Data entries
══════
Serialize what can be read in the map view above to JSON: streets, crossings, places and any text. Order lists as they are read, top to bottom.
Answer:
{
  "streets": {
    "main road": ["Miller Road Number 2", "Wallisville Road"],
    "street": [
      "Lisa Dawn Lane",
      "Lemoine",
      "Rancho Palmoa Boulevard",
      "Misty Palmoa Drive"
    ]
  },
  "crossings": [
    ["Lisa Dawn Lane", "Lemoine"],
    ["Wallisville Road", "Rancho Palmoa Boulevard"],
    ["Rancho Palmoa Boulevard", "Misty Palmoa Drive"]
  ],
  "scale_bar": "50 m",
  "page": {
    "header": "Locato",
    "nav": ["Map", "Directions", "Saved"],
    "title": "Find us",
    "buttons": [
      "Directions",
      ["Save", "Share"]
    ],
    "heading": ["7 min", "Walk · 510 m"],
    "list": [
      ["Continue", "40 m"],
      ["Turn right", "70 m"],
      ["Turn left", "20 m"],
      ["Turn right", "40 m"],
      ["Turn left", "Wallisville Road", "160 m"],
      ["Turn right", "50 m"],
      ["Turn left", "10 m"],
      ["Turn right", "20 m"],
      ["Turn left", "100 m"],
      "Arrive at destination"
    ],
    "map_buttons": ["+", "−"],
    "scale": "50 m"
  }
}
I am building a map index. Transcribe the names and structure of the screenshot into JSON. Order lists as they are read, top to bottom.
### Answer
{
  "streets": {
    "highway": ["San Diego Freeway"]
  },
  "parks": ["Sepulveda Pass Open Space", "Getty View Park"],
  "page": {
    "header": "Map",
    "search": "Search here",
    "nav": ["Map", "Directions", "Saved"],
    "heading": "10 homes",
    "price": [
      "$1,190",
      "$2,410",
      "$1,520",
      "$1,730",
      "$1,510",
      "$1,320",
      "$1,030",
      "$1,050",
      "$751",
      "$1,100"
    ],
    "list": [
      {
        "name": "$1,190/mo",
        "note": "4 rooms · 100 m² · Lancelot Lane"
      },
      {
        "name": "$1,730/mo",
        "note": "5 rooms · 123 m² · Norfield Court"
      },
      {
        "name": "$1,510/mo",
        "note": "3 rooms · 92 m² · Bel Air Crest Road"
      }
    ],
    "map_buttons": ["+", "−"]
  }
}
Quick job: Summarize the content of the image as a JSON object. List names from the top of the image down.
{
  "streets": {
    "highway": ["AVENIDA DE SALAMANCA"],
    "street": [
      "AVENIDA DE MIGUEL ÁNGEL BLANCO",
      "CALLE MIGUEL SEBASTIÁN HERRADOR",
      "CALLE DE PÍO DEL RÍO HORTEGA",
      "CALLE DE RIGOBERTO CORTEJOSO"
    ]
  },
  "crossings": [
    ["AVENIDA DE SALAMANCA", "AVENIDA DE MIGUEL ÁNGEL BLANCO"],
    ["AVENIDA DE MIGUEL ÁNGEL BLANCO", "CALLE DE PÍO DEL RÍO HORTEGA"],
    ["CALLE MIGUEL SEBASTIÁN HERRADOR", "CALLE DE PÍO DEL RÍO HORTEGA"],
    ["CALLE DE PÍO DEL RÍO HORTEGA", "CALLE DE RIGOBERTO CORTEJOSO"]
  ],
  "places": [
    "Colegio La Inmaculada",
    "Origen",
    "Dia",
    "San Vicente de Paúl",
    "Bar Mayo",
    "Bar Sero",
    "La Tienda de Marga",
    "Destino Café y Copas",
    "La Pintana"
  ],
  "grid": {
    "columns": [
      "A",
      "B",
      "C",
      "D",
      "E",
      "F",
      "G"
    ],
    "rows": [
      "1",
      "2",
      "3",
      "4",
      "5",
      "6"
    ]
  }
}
══════
> **YOUR GOAL**
From the data above, copy each line where the string "read" appears.

> **RESPONSE AREA**
Serialize what can be read in the map view above to JSON: streets, crossings, places and any text. Order lists as they are read, top to bottom.
I am building a map index. Transcribe the names and structure of the screenshot into JSON. Order lists as they are read, top to bottom.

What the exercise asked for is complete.